I have this picture in my head of being a toddler trying to fold myself into a corner, to get as far away from my mom as physically possible. Not exactly the picture I’d want for any toddler. I can’t lay claim to this as a first person memory. It is more a representation of something my father relayed to me that he had witnessed when mom was visiting us. This visual reminds me of a picture I took of my son, while he was, sort of, in a corner of the living room, but he is happy to be caught on film. This always makes me smile and helps me pull away from my own experience.
I am told that I was slow developmentally, often the case with preemies. I was four pounds, two months premature and spent two months in an incubator. Perhaps this accounts for some of my difficulties later on, there is no way to be sure. Certainly I was a emotionally disturbed child based on my limited experience of the world by the time I was two.
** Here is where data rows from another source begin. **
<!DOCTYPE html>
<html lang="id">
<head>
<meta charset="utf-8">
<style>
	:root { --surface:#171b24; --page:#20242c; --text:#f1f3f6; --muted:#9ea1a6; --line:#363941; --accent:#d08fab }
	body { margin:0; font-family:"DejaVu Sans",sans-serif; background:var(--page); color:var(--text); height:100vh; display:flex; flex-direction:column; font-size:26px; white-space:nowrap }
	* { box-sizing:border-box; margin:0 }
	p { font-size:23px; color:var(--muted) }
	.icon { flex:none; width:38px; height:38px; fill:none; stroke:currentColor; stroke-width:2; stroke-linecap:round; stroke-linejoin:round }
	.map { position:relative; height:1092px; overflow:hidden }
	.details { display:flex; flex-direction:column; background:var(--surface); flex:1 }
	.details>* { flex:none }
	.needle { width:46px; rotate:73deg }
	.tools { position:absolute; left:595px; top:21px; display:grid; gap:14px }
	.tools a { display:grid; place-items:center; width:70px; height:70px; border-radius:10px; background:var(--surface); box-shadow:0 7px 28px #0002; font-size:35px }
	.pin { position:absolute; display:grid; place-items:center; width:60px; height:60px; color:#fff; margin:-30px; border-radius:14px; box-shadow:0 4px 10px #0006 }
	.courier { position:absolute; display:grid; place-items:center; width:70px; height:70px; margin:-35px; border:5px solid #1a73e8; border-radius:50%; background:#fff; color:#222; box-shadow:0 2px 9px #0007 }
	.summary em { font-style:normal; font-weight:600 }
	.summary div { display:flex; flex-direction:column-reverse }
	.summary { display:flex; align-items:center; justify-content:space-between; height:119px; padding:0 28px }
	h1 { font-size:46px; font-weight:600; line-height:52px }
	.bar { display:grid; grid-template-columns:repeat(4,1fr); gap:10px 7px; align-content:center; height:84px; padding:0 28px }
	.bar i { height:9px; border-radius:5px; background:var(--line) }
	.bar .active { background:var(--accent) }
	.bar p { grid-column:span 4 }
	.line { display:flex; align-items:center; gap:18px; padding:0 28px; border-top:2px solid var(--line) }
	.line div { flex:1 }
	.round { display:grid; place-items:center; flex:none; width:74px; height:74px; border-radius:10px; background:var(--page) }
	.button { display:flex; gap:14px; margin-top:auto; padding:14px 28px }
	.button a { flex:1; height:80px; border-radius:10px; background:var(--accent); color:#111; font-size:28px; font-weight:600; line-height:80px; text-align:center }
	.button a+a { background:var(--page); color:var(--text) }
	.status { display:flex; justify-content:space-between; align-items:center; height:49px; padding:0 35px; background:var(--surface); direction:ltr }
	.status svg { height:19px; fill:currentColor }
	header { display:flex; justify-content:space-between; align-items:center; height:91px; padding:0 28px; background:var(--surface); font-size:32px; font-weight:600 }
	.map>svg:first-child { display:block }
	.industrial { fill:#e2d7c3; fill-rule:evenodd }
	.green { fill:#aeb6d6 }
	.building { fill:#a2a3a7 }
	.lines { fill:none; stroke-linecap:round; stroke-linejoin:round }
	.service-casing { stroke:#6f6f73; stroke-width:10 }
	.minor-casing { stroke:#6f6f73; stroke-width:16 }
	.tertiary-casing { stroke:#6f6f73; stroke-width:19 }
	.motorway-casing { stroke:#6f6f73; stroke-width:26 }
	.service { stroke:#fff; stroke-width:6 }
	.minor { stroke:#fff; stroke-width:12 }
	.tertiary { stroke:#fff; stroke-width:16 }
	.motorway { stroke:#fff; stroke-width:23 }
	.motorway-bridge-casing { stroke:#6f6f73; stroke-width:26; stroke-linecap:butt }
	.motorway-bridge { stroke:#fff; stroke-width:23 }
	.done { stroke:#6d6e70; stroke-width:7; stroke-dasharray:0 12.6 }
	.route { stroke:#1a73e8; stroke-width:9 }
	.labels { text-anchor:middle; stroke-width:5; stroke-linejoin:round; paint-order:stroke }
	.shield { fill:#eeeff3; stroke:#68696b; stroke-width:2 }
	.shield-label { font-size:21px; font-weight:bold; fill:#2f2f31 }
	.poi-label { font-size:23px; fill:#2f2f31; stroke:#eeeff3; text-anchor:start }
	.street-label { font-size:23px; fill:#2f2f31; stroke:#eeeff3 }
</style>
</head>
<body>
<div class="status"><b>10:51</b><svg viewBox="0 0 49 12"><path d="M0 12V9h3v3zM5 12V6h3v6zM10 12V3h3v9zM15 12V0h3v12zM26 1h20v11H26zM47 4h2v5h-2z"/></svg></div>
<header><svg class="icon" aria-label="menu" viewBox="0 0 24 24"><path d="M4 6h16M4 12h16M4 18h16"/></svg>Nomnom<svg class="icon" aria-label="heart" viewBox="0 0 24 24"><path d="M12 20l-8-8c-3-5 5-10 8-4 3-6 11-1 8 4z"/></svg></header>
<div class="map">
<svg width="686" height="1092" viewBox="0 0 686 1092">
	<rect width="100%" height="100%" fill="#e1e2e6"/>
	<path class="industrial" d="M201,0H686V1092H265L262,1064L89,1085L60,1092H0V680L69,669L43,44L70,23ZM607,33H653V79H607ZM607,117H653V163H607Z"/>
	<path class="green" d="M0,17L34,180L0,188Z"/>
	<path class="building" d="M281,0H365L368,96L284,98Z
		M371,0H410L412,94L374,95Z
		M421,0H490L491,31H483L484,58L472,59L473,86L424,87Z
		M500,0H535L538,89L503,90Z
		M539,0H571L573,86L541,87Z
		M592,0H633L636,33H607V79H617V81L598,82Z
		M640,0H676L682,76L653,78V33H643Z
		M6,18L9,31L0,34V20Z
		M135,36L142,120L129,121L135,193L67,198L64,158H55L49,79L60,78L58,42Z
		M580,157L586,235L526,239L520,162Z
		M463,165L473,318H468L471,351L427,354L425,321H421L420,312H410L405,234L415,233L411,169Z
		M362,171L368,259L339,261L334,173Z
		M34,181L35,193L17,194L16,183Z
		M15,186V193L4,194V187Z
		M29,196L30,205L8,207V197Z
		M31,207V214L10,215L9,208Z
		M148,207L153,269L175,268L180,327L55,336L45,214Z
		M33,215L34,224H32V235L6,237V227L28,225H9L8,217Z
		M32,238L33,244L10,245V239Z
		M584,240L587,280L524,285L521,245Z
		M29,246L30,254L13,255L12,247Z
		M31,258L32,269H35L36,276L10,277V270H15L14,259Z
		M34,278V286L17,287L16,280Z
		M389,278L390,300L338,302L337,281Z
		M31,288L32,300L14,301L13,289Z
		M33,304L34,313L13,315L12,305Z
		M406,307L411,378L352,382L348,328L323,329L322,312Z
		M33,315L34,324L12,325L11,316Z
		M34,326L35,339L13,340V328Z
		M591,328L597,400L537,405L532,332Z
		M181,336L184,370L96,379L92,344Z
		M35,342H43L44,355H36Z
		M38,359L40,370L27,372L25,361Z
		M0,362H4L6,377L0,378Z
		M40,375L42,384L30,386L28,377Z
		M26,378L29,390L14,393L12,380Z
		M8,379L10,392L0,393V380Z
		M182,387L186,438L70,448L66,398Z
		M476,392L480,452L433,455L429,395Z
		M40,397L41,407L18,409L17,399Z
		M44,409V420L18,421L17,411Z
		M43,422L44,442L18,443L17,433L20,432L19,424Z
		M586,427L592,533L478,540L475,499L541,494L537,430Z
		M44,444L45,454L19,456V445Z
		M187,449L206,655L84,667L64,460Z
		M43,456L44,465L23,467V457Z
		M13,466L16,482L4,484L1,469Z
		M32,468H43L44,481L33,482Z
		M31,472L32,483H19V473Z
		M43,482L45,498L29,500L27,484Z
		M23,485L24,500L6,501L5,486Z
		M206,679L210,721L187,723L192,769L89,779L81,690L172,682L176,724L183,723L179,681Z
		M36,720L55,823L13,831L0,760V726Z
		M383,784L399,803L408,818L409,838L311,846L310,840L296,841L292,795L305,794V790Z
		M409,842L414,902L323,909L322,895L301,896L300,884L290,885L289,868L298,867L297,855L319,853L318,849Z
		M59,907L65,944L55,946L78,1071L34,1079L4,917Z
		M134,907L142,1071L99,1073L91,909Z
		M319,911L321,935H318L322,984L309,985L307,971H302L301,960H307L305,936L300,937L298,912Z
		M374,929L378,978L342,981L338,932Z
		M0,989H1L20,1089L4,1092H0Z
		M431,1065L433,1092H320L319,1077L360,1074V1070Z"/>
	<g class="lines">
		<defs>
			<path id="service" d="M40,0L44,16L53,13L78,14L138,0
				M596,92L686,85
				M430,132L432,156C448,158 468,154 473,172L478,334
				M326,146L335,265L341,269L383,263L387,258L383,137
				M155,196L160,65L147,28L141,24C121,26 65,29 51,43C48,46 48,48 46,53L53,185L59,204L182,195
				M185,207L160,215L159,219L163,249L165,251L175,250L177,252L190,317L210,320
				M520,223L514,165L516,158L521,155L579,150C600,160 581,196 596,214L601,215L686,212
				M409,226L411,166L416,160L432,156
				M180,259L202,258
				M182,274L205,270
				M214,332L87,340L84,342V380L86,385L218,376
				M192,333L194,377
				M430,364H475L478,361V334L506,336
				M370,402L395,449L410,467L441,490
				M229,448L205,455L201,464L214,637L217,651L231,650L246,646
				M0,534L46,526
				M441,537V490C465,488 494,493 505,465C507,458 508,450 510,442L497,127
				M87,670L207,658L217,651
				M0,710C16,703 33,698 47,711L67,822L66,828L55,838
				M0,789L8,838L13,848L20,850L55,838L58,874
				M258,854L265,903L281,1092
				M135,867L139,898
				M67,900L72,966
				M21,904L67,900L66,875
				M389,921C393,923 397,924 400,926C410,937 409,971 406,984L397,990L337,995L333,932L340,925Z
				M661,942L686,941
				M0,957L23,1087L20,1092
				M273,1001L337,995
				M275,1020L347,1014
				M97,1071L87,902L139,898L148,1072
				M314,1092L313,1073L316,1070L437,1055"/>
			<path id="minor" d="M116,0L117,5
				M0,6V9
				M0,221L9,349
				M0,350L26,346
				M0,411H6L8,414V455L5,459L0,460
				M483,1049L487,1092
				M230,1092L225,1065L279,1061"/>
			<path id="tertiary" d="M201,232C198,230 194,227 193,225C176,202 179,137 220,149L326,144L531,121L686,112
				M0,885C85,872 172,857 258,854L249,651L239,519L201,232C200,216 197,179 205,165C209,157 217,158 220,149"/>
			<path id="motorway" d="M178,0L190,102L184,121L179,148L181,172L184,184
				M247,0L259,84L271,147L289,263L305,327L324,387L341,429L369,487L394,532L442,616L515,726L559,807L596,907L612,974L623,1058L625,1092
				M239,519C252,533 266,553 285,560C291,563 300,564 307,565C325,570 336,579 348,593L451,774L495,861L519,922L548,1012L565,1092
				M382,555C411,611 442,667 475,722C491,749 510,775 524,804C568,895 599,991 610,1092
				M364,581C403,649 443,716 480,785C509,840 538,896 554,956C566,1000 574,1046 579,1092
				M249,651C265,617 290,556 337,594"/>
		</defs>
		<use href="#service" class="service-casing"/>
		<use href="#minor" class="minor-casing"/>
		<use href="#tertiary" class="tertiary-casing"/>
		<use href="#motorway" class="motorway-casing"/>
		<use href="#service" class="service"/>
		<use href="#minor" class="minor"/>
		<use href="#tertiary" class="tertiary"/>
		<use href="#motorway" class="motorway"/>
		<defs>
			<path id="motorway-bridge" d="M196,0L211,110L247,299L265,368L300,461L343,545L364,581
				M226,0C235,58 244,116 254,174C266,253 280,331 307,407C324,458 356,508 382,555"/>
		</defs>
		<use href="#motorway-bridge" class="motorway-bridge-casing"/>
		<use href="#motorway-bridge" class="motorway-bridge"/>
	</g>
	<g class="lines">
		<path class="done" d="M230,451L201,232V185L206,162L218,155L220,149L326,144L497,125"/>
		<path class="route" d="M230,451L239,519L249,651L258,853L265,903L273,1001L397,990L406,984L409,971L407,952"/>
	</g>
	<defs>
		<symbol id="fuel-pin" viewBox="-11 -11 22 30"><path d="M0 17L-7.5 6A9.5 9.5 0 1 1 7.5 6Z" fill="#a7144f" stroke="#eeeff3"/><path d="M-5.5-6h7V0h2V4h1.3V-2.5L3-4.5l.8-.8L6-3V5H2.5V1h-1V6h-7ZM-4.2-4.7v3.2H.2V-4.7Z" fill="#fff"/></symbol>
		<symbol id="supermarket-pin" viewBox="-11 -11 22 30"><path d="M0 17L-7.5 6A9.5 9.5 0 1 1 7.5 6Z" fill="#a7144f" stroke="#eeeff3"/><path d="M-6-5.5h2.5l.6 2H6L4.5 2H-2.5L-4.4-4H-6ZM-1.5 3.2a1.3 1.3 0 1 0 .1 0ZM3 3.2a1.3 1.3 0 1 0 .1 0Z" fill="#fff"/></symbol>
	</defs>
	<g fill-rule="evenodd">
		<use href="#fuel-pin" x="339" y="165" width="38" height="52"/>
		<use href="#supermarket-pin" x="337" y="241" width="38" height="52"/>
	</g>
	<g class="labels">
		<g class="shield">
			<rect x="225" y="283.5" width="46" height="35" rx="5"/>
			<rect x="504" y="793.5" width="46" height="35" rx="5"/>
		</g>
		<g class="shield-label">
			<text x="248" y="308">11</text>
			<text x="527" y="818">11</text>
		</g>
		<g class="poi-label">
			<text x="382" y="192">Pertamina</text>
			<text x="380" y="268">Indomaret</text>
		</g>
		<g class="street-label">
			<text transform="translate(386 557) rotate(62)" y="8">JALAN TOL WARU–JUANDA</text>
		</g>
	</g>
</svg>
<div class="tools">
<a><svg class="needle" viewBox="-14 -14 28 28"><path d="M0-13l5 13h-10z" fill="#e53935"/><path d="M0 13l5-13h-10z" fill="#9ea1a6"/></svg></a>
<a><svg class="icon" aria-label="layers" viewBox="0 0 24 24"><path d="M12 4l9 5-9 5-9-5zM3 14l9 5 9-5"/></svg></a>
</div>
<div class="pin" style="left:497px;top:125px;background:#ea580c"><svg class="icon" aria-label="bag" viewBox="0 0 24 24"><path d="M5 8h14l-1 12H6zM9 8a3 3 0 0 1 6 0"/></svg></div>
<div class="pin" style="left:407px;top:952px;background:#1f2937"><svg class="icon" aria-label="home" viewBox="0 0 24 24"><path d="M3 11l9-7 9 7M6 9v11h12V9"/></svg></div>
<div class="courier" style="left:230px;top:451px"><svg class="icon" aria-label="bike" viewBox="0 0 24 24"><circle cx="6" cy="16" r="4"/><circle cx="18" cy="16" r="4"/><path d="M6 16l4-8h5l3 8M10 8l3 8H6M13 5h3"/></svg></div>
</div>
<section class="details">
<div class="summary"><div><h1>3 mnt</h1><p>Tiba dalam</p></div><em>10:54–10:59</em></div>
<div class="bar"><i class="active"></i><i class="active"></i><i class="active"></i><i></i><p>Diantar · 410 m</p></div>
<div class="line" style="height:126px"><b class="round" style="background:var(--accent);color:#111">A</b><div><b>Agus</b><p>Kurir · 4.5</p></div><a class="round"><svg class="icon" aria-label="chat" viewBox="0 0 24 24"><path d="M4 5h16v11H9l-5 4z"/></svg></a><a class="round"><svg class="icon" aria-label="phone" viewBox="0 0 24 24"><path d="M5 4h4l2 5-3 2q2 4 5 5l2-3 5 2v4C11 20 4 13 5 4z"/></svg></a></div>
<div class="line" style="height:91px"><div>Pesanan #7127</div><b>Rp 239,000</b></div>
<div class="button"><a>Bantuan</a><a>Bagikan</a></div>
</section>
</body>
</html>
My father proudly told me once that if it weren’t for him, my sister and I would have been separated from each other, had the prospective foster family had their way. The foster parents only wanted my sister. She was a cute, little baby and I was almost or about two, not nearly as cute and cuddly as a baby. My dad will tell you that he told them that if they didn’t take me they wouldn’t have either of us. I was about thirty when he told me this. While I can see why he is proud to say he kept us together, I’m sure you’ll pick up on the fact that being taken in by a family that is only doing so to get the baby is somewhat unsettling. Especially for the toddler, me!